I’d never been particularly confident about face-to-face advocacy, and had never attempted to start such a conversation with a stranger before, but I felt a compulsion to lead this discussion to veganism. I knew that if our meeting ended without me trying to make her see the connection between the dogs by whose stories she felt so moved and the animals that we use for food, clothing, entertainment, etc., I’d be weighed down by guilt and regret. So, I took a deep breath and pushed through the fear.

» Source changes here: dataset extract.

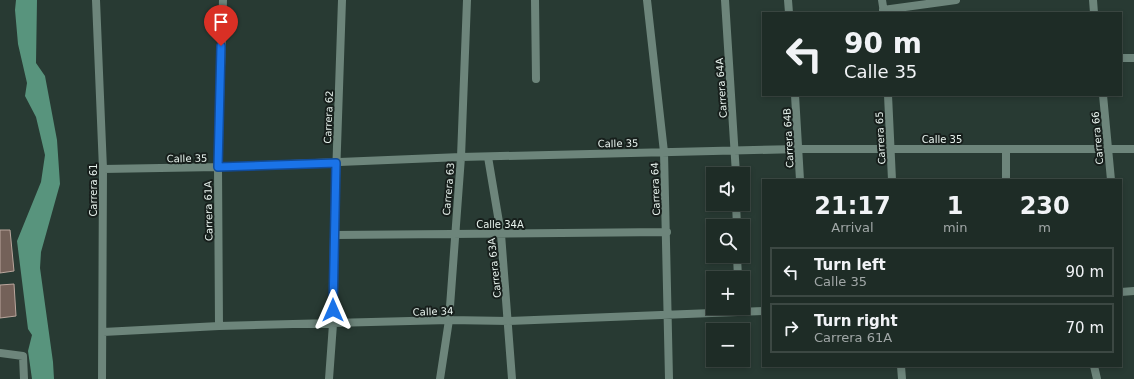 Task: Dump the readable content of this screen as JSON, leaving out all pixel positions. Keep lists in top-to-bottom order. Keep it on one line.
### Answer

Since then, I’ve had the opportunity to talk to quite a few strangers about veganism face-to-face (not all of these conversations have been as immediately or patently successful, but that’s for another post), I look back on this one as the easiest. The reason for that is simple: I was pushing at an open door. It was this woman’s concern for nonhumans (albeit of one species) that led her to my house, and the only ‘work’ I had to do was to help her extend that sense of duty to all other nonhumans.

In fact, many of my experiences of advocacy with strangers have followed a similar pattern: conversations about beloved companion animals or animals who have been mistreated lead on to discussions about all sentient nonhumans. But what makes this kind of advocacy a lot easier than it initially appears is that most people enjoy talking about particular species of nonhumans, and once that conversation has begun, it can flow very naturally towards a discussion of their rights.

Gary Francione analyses what makes this kind of advocacy effective here:

As long as there is moral concern and the moral impulse to want to do the right thing by animals, we can use rationality to demonstrate why this moral concern should extend to all animals and why abolition and veganism are the logically appropriate responses to the felt recognition,whatever its source, that animals are members of the moral community.

But in the absence of wanting to do the right thing, it will make no sense to discuss what logic identifies as the right thing to do.

So, raising moral concern is essential to effective advocacy, but it is not the only prerequisite. Only a rational demonstration of how veganism is the logical response to that experience of moral concern will lead to the conclusion for which you hope (if you don’t already own a copy of Francione’s and Charlton’s Eat Like You Care, add it to your library immediately; it’s a useful primer on the kind of content that our advocacy should involve, and it provides unassailable responses to all of the objections that you might encounter).

One important thing to remember, though, is that you will not be able to lead everyone you meet to veganism, and it would be discouraging for you if you were to expect all of your advocacy efforts to do so. But no exchange that explains, unequivocally, the rights of nonhumans not to be treated as resources can ever be a wasted one. At the very least, you will expose someone to an idea or a perspective that they hadn’t considered before, and we can never tell what kinds of cognitive processes these ideas can put in motion.

With people you meet regularly, your approach can (and perhaps should) be a very different one. Chances are that they will already know that you’re vegan, and conversations around that topic might happen in a fitful and fragmented way, and from other starting points. Again, don’t expect immediate results (in the near future we’ll examine some pedagogic research to see how conceptual change takes place and how we can best effect it), but know that every conversation you have, if you are informed and unambiguous, will either correct people’s misconceptions about veganism, make them rethink our relationship with nonhumans, or help them to understand the foundation of your ethical standpoint.

It may take some time for people to be persuaded. Don’t get angry or frustrated, and remind yourself that you’re not responsible for the moral decisions of your loved ones. Advocate calmly, and without impatience, frustration or anger, and don’t be afraid to step back from discussions to allow the other person time to process what you’ve explored together. Treat every question as though it’s a genuine request for further information, but don’t allow the conversation to be derailed away from the fact that we don’t need to use animals in order to live healthy and happy lives, and are therefore unjustified in treating them as resources. We’ll have a guest post soon on ways in which conversations can get derailed and how to deal with this.

There are opportunities for advocacy everywhere, and they don’t have to be forced. If you’ve been liberally using the word ‘vegan’ (as I recommended last week) you’ll have noticed that some people respond with curiosity. Use those opportunities to elicit the moral concern they already have for some nonhumans, and attempt to show them that this concern leads them to veganism. Remember that the more of these kinds of conversations you have, the easier they will become. Reflect on what you’ve done well and what you’d like to do differently. Read as many abolitionist essays and books as you can lay your hands on. Talk to others about what works for them, ask for tips, and never stop learning. Most importantly, walk away from every abolitionist advocacy attempt (whatever the result) feeling positive, because as long as we’re opening up the conversation we’re making a difference.